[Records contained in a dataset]
↓↓↓

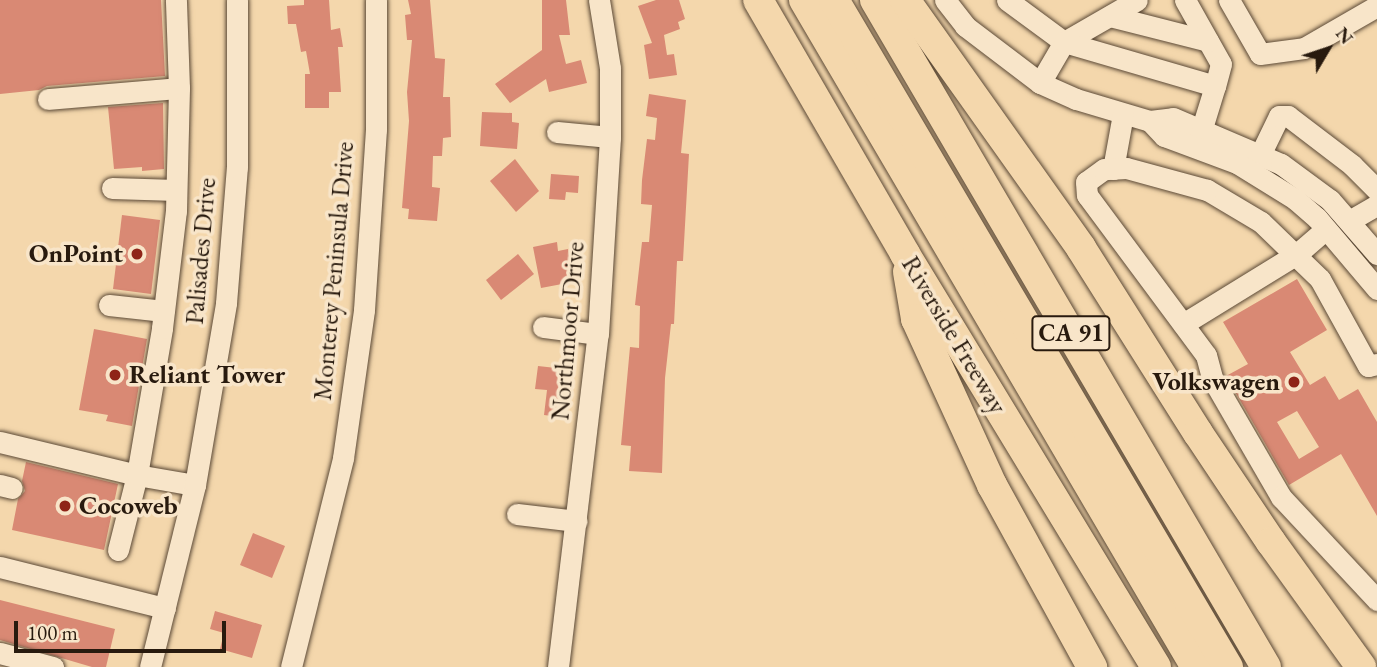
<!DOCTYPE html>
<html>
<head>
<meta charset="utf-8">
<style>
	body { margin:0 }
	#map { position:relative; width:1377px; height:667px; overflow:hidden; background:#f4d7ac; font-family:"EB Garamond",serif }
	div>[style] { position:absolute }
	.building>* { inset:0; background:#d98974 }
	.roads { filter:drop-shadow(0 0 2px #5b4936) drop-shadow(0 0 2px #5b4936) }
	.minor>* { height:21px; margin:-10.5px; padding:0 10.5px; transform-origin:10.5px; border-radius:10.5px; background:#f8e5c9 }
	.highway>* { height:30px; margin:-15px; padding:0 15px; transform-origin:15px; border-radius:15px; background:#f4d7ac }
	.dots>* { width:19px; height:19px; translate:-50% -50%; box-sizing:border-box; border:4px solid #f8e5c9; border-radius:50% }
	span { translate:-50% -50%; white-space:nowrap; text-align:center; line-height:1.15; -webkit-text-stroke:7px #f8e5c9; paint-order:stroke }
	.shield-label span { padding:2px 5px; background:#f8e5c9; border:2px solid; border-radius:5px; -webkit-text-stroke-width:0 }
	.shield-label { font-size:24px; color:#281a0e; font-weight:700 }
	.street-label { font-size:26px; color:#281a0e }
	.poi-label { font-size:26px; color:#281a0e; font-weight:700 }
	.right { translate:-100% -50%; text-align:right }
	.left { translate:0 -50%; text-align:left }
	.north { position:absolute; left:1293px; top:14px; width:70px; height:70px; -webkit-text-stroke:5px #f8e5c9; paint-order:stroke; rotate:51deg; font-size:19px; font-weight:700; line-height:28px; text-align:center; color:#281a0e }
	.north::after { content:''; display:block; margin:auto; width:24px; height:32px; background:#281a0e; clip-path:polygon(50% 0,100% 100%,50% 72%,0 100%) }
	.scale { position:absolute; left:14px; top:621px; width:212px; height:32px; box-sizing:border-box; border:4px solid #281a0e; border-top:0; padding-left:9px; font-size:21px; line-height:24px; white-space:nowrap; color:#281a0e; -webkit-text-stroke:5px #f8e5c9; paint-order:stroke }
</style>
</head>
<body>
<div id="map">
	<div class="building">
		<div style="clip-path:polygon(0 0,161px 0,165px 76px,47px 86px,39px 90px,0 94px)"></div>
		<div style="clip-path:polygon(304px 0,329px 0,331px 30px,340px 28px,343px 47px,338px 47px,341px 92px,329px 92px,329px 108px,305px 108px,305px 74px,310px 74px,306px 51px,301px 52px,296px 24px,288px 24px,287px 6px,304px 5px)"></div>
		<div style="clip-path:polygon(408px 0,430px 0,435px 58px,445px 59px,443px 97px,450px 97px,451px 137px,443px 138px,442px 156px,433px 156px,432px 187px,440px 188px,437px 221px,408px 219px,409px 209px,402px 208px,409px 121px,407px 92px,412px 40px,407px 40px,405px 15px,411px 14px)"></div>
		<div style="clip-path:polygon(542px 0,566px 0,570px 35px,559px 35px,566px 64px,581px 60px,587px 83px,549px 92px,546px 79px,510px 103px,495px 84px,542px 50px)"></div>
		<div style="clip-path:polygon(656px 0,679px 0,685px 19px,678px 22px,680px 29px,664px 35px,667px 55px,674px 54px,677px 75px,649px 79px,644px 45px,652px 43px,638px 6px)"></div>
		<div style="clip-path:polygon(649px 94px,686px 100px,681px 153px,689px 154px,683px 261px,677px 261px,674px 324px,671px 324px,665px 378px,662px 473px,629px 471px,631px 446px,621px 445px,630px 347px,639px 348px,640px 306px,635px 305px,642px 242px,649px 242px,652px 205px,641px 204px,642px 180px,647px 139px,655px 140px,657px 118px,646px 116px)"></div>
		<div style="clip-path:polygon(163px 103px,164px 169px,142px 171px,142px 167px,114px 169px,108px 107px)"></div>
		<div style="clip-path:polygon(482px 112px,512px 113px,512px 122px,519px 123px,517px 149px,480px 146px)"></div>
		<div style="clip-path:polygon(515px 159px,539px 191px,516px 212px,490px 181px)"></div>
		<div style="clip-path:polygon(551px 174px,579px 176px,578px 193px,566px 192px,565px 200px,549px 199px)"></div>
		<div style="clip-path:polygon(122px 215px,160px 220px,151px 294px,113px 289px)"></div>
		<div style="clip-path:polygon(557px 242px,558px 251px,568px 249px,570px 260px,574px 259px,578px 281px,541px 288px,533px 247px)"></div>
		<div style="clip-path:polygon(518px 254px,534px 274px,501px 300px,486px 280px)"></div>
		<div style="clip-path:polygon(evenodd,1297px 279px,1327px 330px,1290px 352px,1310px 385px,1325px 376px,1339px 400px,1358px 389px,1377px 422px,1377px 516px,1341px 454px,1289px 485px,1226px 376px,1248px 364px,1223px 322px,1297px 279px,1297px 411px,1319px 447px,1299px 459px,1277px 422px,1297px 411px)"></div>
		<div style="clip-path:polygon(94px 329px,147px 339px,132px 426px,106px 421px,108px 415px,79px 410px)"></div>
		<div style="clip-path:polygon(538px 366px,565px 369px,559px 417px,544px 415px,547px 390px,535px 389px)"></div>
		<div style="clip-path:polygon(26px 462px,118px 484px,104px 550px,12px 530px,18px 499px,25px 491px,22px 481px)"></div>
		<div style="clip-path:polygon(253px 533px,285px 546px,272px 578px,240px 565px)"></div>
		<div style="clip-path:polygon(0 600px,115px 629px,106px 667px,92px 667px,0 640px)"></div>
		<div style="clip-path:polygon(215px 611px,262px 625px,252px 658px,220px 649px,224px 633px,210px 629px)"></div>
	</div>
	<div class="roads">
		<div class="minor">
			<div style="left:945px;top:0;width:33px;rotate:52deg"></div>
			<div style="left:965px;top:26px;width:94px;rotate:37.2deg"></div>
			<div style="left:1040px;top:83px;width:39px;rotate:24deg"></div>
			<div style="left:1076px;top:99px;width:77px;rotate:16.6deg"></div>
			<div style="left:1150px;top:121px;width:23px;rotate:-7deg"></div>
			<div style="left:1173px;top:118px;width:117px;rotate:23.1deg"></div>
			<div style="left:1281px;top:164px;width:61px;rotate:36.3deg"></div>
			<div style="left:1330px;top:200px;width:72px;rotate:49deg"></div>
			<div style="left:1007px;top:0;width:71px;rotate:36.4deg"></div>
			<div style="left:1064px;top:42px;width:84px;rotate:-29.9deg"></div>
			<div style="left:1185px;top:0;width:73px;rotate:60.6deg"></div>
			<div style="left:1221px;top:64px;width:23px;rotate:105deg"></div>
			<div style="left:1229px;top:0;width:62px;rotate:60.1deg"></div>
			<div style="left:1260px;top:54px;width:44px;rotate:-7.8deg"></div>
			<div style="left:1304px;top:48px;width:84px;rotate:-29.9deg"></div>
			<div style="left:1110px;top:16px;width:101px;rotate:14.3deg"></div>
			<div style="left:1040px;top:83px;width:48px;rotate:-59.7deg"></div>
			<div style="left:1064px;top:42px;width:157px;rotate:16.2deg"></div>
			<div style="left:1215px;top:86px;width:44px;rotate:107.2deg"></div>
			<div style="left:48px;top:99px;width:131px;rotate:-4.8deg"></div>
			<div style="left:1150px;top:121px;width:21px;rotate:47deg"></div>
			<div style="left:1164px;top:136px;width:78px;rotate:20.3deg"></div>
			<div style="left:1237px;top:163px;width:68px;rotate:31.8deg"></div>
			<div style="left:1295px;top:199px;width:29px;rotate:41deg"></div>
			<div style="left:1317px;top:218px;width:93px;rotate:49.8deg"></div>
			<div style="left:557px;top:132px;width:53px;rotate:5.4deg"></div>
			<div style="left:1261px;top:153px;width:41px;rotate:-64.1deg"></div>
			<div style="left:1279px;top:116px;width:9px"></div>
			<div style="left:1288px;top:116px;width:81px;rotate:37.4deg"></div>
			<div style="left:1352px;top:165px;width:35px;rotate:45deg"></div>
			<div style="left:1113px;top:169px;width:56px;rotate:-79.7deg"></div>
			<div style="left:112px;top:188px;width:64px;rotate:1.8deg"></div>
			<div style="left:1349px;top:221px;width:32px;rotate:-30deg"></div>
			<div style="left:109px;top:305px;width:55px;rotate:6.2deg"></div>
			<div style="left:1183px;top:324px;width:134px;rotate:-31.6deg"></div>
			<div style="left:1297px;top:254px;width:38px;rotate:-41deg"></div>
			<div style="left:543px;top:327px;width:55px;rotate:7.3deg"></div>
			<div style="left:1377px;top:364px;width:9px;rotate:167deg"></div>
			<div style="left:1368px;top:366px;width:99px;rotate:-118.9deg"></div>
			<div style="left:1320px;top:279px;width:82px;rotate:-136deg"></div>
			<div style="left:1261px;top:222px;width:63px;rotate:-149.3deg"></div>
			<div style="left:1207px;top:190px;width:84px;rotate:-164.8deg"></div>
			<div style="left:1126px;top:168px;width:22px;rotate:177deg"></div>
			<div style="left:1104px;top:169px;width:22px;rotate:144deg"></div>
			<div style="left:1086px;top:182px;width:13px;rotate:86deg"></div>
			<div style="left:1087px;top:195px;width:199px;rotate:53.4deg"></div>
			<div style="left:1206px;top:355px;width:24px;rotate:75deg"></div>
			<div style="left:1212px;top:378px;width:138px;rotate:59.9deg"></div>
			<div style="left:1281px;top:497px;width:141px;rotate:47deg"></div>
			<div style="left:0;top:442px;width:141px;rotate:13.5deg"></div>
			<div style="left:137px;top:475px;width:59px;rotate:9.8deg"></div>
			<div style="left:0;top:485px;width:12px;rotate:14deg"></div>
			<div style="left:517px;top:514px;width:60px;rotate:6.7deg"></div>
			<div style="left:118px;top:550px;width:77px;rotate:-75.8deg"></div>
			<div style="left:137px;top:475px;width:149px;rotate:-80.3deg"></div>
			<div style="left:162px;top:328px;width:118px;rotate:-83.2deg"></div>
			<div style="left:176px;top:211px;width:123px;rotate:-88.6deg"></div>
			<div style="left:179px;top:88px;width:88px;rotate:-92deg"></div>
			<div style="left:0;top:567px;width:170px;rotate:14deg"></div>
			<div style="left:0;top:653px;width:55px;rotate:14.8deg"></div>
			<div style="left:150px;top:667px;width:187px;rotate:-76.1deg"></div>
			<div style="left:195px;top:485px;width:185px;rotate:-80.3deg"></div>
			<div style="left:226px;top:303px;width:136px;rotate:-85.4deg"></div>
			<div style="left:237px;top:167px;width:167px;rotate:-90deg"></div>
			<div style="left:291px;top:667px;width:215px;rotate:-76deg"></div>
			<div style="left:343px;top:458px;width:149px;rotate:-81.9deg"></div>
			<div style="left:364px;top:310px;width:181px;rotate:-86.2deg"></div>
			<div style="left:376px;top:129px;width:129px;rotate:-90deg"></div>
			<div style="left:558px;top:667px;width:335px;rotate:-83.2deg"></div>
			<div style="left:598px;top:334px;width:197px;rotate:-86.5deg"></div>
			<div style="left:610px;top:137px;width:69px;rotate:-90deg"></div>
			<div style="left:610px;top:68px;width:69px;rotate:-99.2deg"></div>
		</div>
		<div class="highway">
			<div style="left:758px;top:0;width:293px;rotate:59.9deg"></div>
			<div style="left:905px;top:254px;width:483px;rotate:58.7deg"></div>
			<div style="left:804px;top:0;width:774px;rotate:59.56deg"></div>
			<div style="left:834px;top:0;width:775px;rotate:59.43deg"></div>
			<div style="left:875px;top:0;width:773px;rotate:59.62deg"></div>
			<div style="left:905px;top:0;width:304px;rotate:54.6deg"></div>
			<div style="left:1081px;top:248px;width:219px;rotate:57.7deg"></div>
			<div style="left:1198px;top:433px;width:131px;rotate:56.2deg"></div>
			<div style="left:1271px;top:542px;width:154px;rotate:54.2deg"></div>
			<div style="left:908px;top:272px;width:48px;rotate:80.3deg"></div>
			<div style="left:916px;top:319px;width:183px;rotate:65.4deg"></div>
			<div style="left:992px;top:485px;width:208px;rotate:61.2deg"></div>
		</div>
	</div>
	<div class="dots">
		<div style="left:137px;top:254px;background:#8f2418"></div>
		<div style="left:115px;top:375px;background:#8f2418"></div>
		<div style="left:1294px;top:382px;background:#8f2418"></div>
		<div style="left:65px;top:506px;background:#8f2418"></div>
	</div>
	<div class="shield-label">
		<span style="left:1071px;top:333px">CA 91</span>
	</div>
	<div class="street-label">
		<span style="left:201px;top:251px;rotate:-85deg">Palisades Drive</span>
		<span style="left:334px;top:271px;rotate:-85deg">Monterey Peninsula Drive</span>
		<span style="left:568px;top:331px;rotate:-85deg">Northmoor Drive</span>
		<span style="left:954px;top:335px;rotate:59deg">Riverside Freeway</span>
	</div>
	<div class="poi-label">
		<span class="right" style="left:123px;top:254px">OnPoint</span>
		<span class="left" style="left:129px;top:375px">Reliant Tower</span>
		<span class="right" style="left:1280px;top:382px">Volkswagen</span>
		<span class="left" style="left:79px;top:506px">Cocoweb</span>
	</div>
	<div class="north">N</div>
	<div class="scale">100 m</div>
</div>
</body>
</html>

↑↑↑

What this task involves: Copy out the lines above exactly, beginning at the one that contains "height:21px; margin:-10.5px; padding:0" and ending at the one that contains "width:19px; height:19px; translate:-50%".

Answer to the problem:
	.minor>* { height:21px; margin:-10.5px; padding:0 10.5px; transform-origin:10.5px; border-radius:10.5px; background:#f8e5c9 }
	.highway>* { height:30px; margin:-15px; padding:0 15px; transform-origin:15px; border-radius:15px; background:#f4d7ac }
	.dots>* { width:19px; height:19px; translate:-50% -50%; box-sizing:border-box; border:4px solid #f8e5c9; border-radius:50% }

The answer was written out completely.